-------- The input

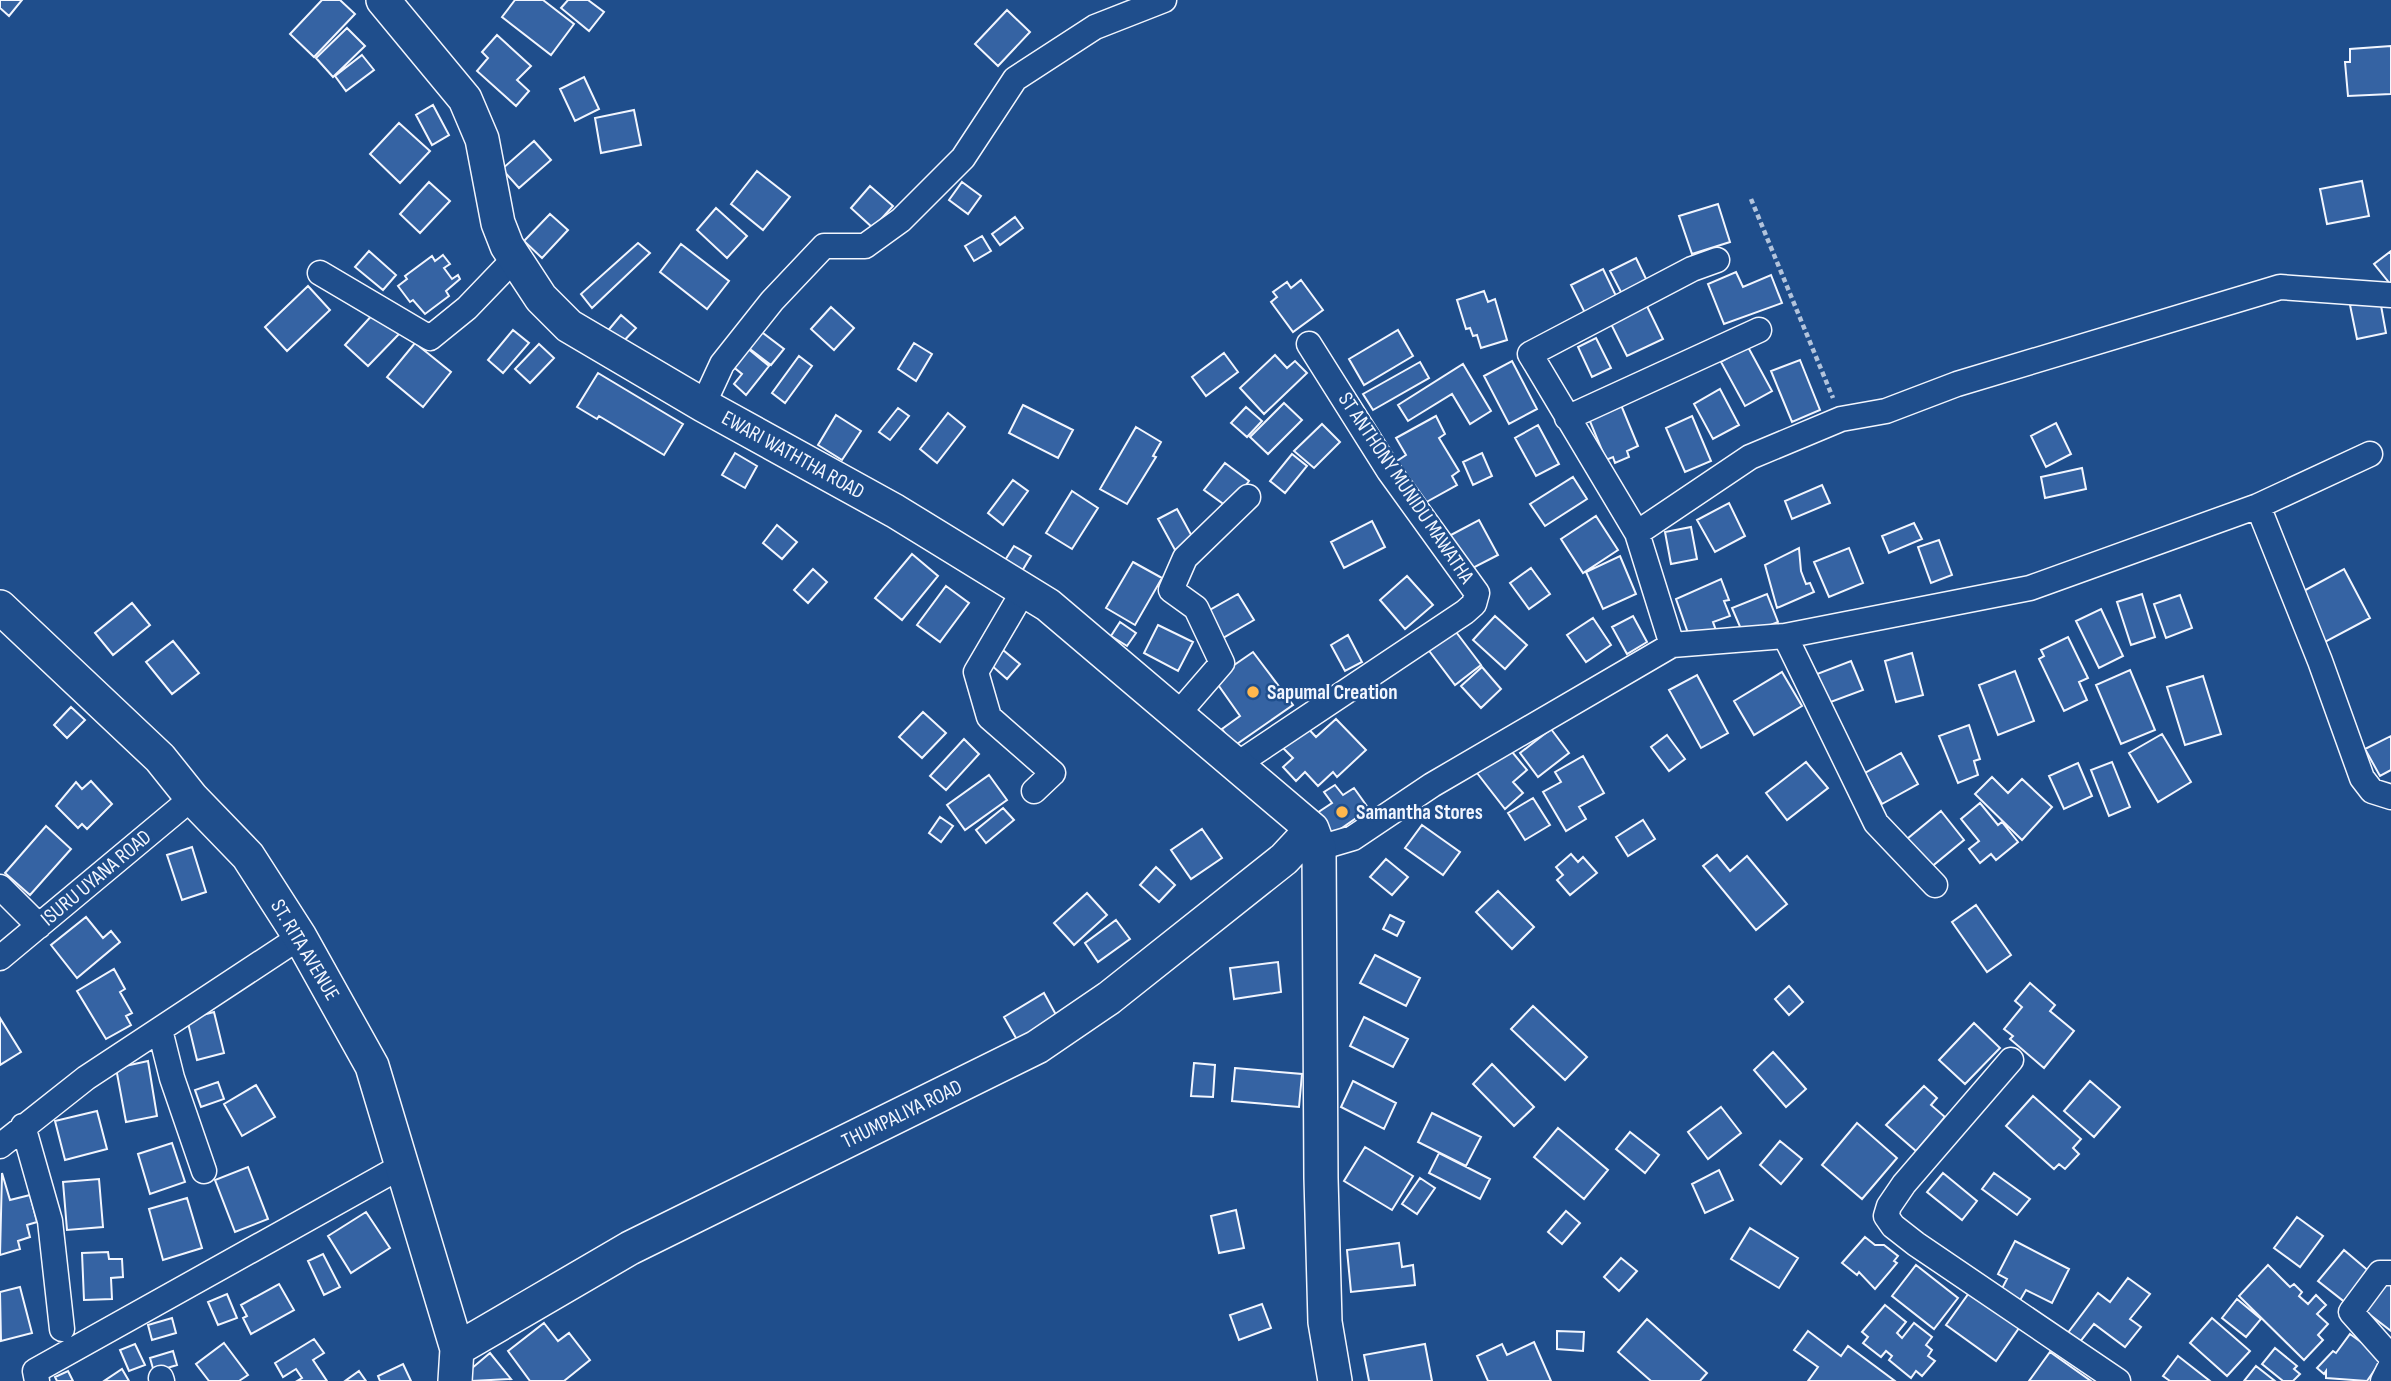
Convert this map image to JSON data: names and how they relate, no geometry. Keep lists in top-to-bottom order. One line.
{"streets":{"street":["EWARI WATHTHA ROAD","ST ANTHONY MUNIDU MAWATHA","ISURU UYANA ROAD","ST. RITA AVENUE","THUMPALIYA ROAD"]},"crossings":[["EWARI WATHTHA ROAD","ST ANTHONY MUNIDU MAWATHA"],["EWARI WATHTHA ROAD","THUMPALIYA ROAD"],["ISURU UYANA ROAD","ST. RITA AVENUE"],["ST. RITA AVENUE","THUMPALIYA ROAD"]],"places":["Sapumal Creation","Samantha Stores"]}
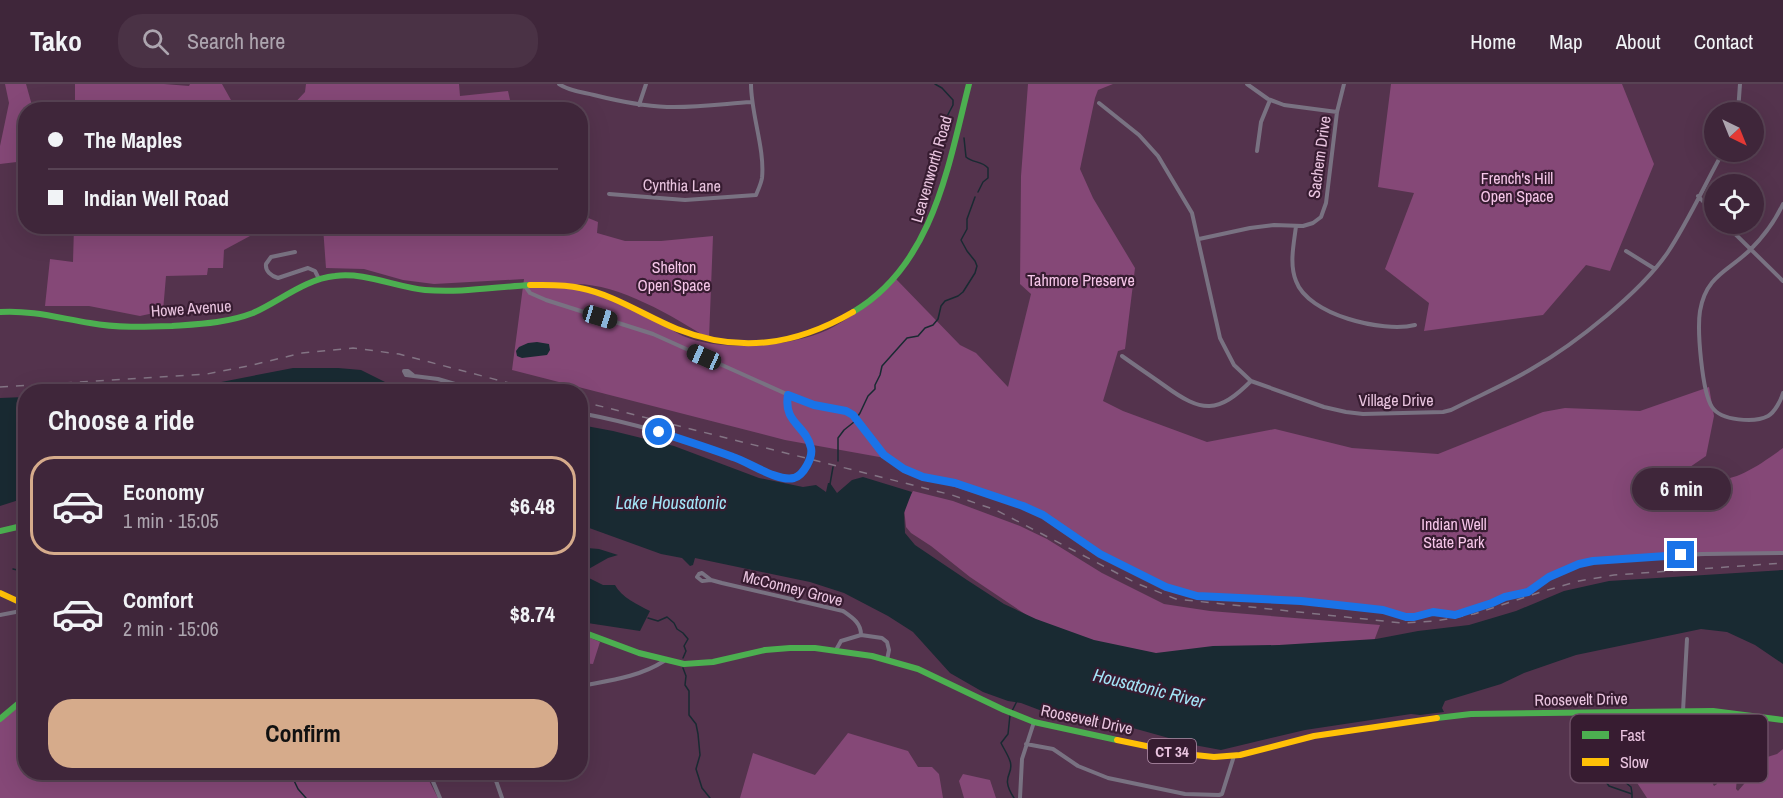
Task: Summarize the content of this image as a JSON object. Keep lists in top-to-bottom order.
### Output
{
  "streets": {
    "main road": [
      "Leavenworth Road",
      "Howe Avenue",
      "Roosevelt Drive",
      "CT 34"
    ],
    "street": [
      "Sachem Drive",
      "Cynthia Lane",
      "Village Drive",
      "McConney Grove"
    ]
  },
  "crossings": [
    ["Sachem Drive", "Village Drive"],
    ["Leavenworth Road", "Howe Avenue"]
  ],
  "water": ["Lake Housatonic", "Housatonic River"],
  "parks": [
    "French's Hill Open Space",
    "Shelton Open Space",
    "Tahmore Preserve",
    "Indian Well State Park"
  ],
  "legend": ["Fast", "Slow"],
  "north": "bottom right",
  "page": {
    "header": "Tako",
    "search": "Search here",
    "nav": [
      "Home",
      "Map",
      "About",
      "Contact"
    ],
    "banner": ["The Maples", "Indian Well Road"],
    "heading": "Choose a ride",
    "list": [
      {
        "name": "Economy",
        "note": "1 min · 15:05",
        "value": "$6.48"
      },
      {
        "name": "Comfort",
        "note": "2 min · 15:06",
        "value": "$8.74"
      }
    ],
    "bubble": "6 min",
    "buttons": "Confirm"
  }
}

----------------

Repeat, with no pictures, every line from the top of the entries above through the line that has "Task: Summarize the", keeping each one exact.

Convert this map image to JSON data: names and how they relate, no geometry. Keep lists in top-to-bottom order. One line.
{"streets":{"street":["EWARI WATHTHA ROAD","ST ANTHONY MUNIDU MAWATHA","ISURU UYANA ROAD","ST. RITA AVENUE","THUMPALIYA ROAD"]},"crossings":[["EWARI WATHTHA ROAD","ST ANTHONY MUNIDU MAWATHA"],["EWARI WATHTHA ROAD","THUMPALIYA ROAD"],["ISURU UYANA ROAD","ST. RITA AVENUE"],["ST. RITA AVENUE","THUMPALIYA ROAD"]],"places":["Sapumal Creation","Samantha Stores"]}
Task: Summarize the content of this image as a JSON object. Keep lists in top-to-bottom order.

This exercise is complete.